S&P's non review of credit rating means SA remains on BB-rating with stable outlook

Ratings agency S&P did not release a review of South Africa’s credit rating citing unchanged factors since its last review earlier this year. Stock photo.
Ratings agency S&P did not release a review of South Africa’s credit rating citing unchanged factors since its last review earlier this year. Stock photo.

Ratings agency S&P did not release a review of South Africa's credit rating citing unchanged factors since its last review earlier this year.

The move was in line with most analyst expectations and means South Africa remains on its BB-rating with a stable outlook.

In a note early on Saturday, the agency said, ‘In instances in which our review determines that the key rating factors are unchanged, we do not generally release a public report’.

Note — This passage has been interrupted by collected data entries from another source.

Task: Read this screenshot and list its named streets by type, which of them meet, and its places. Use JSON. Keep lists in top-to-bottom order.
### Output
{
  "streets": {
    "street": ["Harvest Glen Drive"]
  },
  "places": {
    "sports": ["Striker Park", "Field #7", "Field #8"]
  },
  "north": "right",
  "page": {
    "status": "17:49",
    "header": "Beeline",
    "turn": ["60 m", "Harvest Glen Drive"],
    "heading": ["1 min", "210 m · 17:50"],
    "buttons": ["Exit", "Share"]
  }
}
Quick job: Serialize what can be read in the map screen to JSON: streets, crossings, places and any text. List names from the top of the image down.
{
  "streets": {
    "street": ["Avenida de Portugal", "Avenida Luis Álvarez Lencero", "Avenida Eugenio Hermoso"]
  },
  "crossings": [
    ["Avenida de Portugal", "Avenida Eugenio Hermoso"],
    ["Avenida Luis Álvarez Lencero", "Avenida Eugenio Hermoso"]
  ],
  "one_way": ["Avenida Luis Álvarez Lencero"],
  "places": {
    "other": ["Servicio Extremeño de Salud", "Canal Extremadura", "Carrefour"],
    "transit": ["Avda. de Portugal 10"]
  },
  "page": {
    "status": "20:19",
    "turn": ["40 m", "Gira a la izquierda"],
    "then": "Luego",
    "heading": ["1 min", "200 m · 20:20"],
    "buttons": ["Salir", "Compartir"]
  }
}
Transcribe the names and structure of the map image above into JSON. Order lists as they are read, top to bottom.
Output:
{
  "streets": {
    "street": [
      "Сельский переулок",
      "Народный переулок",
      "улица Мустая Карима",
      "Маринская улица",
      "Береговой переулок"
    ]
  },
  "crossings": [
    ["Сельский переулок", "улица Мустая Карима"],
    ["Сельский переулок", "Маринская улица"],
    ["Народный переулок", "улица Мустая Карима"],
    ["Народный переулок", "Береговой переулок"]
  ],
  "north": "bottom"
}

An improved economic performance largely on the back of higher commodity prices, which helped boost mining sector profits and tax revenues, were among the reasons S&P affirmed the country’s rating in May this year.

It however also warned that structural constraints and the weak pace of economic reforms would continue to constrain medium-term economic growth, and this would in-turn limit the government's ability to contain the debt-to-GDP ratio – a key measure in a country’s ability to pay off its debt.

Isaah Mhlanga, chief economist at Alexander Forbes says what also helped South Africa in staving off a further downgrade was the revision of national accounts with the size of the economy now 11% larger than estimates in 2020.

This he adds, would have resulted in a general improvement in fiscal ratios such as the debt and the budget balance relative to the size of the economy.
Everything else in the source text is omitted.